Mesele sadece Çin’in ekonomik hedeflerine destek olmanın yanında şimdiye kadar çıkarttığı doğal gazın %85’lik kısmını Avrupa’ya satan Rusya’nın Avrupa’nın yaptırımlarından etkilenmemesinin önemli bir yolu olarak da görmek gereklidir.

Çin ve Rusya açısından durum bu şeklide özetlenebilirken Avrupa’da Rus doğalgazının alternatifi konusunda belirsizlik sürüyor, doğal gaz ve enerji tedarik sorunları henüz çözülebilmiş görünmüyor.

Son günlerde İtalya, Yunanistan gibi ülkeler Rus gazı satın almaktan vazgeçtiklerini peşi sıra açıklarken hala en önemli tedarik alternatifi sıvılaştırılmış doğalgazı spot fiyatlar üzerinden satın almak görünüyor.

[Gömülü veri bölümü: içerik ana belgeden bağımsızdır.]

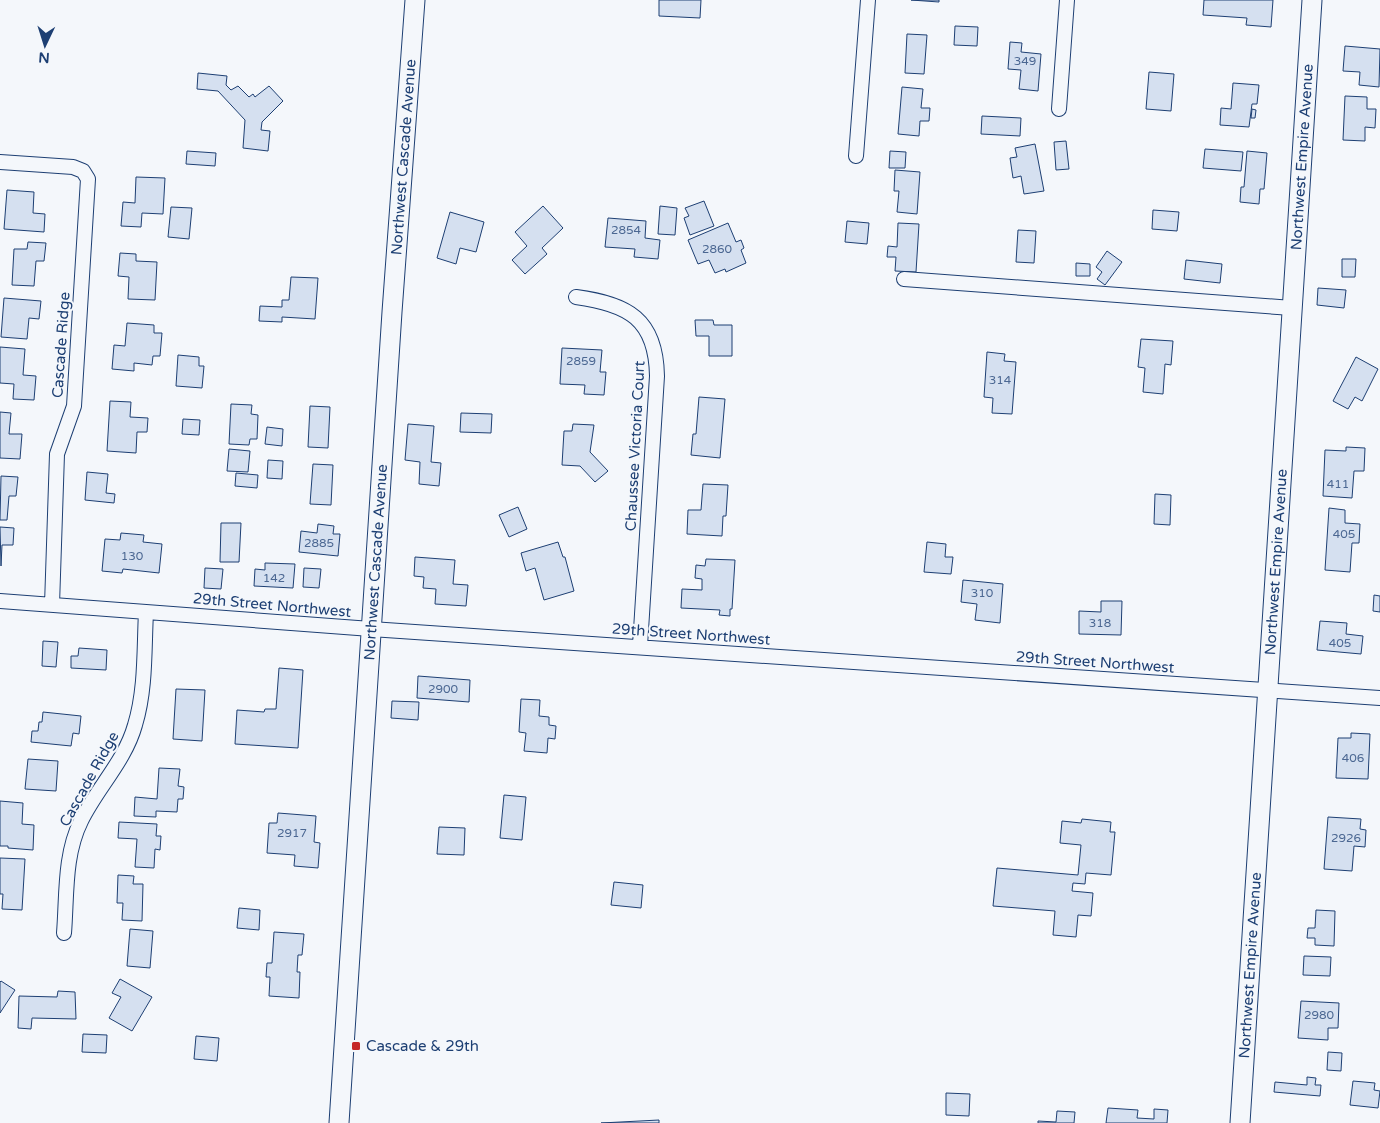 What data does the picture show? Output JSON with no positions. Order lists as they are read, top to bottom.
{
  "streets": {
    "street": [
      "Northwest Cascade Avenue",
      "Northwest Empire Avenue",
      "Cascade Ridge",
      "Chaussee Victoria Court",
      "29th Street Northwest"
    ]
  },
  "crossings": [
    ["Northwest Cascade Avenue", "29th Street Northwest"],
    ["Northwest Empire Avenue", "29th Street Northwest"],
    ["Cascade Ridge", "29th Street Northwest"],
    ["Chaussee Victoria Court", "29th Street Northwest"]
  ],
  "places": {
    "transit": ["Cascade & 29th"]
  },
  "house_numbers": [
    "349",
    "2854",
    "2860",
    "2859",
    "314",
    "411",
    "405",
    "2885",
    "130",
    "142",
    "310",
    "318",
    "405",
    "2900",
    "406",
    "2917",
    "2926",
    "2980"
  ],
  "north": "bottom"
}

Dünya, deniz yolları aracılığıyla sıvılaştırılmış doğalgaz ticareti açısından o kadar küçüldü ki birkaç gün önce Shell’in Avustralya’daki doğalgaz tesislerinde başlayan grev bile sıvılaştırılmış doğalgaz fiyatlarını dünya genelinde yukarı çekmeye yetti.

Enerji fiyatlarında ve tedarikinde ortaya çıkan kriz içinde bulunduğumuz günlerde birinci yılını doldurdu. Bir yıllık bir kriz geçmişine rağmen enerji sorunları halen çözülebilmiş değil.

Yapılan hesaplamalara göre geçen yılın başından bu yana doğal gaz fiyatları Avrupa’da %700 artmış durumda. Tedarik sorunlarındaki belirsizlik hala fiyatları yukarı fırlatma potansiyeli taşıyor. Hâlihazırda zor durumda olan tüketicilere ağır bir darbe vurup, ABD ve diğer ülkelerde ciddi ekonomik daralmalara yol açma ihtimali de ihmal edilecek kadar küçük bir olasılık değil.

Yüksek enerji fiyatlarından önemli ölçüde etkilendiği kabul edilen yüksek enflasyon ve ardından gelişmesi kuvvetle muhtemel stagflasyon ülke ekonomileri için belirgin birer risk olarak devam etmekte.

Yazımızın başlığına yeniden dönersek: Bir tarafında yeni uluslararası güç dengesi kurgularının diğer tarafında ekonomik kaygıların ve büyüme ihtiraslarının yer aldığı satranç masasında sert geçmesinden korkulan kış ayları beklentisinden dolayı Tabiat Ana’nın bütün acımasızlığıyla hakemlik yaptığını düşünürsek, bu masada bir beraberlik yada anlaşma çıkma ihtimali var mı? Bu soruya kesin bir cevap vermek bile bu günlerde hiç kolay değil.